INFORMATION SUPPLIED |
========================
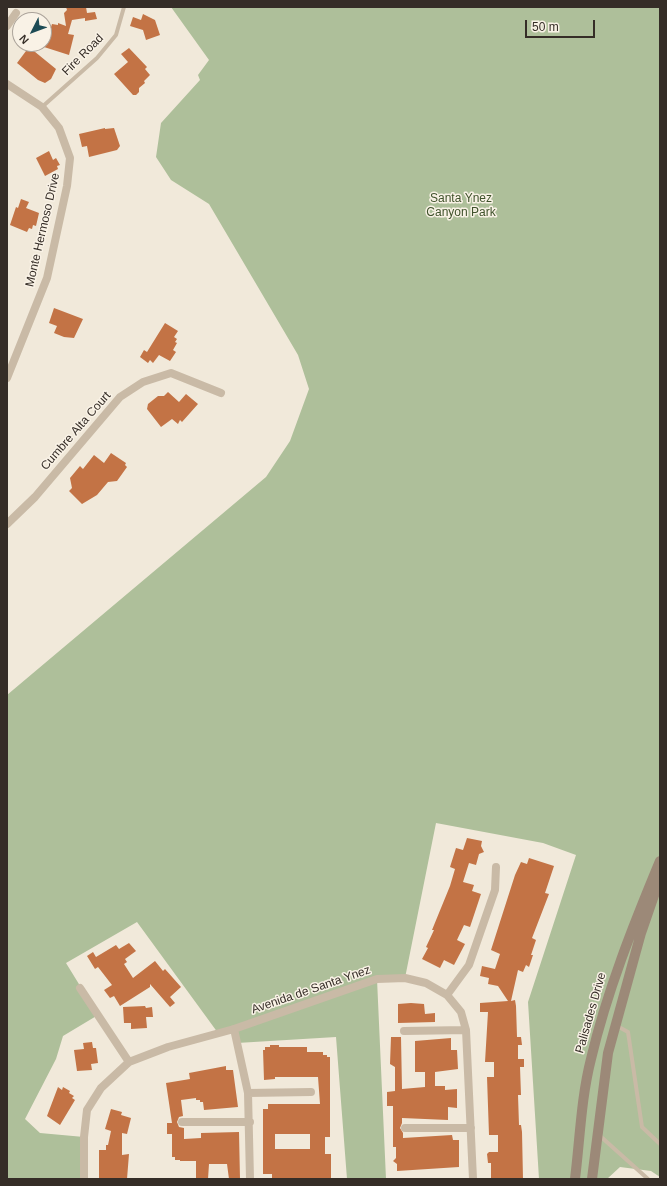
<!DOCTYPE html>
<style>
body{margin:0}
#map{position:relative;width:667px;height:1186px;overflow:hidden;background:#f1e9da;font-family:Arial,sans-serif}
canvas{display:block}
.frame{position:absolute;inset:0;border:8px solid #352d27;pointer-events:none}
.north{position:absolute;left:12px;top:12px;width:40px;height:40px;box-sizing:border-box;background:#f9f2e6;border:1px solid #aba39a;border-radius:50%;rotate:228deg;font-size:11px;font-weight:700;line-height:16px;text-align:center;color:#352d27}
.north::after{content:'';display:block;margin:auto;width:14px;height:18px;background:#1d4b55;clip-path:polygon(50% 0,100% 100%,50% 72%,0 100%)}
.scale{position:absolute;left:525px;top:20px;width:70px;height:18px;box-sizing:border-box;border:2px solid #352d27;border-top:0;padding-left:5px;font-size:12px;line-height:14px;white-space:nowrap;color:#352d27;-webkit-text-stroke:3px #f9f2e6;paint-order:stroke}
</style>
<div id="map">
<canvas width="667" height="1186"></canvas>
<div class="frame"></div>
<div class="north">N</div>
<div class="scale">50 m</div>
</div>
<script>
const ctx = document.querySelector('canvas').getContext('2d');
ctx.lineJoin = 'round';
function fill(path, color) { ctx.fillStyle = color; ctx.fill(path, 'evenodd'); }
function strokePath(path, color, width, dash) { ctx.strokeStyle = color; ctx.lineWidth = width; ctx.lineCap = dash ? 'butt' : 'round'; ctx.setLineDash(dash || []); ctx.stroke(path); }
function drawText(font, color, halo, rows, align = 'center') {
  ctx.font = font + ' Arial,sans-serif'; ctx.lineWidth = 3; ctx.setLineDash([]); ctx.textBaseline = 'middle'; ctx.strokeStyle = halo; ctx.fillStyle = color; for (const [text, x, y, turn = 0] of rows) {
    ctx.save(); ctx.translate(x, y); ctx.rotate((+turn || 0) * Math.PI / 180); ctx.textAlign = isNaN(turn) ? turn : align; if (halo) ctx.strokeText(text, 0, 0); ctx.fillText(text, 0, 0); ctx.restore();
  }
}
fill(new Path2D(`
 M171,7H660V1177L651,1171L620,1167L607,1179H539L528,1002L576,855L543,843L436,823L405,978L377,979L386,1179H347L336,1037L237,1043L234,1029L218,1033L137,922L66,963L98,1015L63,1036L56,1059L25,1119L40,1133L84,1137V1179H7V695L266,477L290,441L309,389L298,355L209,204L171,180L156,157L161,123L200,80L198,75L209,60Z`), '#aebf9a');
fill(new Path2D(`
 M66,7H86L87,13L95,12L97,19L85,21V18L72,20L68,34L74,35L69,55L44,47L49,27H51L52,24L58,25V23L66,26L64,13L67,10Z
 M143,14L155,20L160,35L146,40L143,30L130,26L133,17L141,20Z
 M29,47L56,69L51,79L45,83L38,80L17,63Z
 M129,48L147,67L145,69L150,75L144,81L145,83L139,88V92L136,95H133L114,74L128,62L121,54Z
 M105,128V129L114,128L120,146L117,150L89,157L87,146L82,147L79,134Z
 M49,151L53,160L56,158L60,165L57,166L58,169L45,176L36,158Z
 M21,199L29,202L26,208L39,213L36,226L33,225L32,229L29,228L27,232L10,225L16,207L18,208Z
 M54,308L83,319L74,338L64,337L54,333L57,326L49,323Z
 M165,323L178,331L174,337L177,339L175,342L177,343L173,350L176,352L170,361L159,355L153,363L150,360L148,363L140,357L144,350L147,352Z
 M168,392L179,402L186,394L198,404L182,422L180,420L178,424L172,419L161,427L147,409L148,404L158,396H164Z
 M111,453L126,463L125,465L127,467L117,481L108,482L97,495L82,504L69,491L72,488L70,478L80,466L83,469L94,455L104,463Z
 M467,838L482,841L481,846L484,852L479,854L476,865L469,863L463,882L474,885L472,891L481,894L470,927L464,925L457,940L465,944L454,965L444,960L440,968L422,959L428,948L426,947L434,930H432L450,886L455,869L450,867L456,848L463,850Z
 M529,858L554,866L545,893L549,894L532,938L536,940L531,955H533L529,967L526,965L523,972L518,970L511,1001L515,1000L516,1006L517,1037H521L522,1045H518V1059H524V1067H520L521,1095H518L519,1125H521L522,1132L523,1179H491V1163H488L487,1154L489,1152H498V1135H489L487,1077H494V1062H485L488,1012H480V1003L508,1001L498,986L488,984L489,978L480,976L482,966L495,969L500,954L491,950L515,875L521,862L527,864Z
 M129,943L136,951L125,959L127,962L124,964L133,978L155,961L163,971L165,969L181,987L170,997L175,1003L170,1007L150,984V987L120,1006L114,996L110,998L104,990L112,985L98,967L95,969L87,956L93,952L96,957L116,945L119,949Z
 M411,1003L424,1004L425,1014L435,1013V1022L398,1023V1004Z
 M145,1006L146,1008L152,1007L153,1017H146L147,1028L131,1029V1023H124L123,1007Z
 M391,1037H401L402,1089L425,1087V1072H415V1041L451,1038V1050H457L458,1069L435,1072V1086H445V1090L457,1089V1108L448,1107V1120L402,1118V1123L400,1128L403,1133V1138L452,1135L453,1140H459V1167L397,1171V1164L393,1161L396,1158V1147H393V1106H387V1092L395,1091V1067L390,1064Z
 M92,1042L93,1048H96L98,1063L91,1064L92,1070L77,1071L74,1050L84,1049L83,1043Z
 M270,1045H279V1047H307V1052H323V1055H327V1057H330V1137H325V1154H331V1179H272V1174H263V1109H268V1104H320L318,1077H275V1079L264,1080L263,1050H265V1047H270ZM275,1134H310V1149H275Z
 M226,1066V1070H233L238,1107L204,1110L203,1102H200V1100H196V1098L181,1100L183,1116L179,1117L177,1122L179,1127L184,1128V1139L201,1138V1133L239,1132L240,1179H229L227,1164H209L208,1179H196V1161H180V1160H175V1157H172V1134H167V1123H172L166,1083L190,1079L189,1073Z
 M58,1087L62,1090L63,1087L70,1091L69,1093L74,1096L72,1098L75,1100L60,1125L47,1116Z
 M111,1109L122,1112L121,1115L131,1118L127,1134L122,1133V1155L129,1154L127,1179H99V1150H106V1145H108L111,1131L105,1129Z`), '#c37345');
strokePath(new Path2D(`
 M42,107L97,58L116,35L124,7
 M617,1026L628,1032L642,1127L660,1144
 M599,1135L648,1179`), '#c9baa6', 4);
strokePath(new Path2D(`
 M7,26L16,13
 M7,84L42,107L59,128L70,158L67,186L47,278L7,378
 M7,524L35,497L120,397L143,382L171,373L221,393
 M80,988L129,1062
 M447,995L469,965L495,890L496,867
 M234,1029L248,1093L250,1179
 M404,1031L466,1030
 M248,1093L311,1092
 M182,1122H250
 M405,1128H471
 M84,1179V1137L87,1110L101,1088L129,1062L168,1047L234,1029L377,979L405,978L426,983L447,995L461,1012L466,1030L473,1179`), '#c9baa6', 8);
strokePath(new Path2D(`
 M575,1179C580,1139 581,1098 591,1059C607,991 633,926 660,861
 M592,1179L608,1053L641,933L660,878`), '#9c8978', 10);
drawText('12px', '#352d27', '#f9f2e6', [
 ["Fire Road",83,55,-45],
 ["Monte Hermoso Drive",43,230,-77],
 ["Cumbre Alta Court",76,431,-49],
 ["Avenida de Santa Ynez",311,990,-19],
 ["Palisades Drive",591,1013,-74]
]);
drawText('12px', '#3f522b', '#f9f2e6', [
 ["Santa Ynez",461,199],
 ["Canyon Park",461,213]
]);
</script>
========================
TASK ITEM | Search the entries for the word "strokeStyle", then gather every line that has it.

OUTPUT FOR THIS EXERCISE |
function strokePath(path, color, width, dash) { ctx.strokeStyle = color; ctx.lineWidth = width; ctx.lineCap = dash ? 'butt' : 'round'; ctx.setLineDash(dash || []); ctx.stroke(path); }
  ctx.font = font + ' Arial,sans-serif'; ctx.lineWidth = 3; ctx.setLineDash([]); ctx.textBaseline = 'middle'; ctx.strokeStyle = halo; ctx.fillStyle = color; for (const [text, x, y, turn = 0] of rows) {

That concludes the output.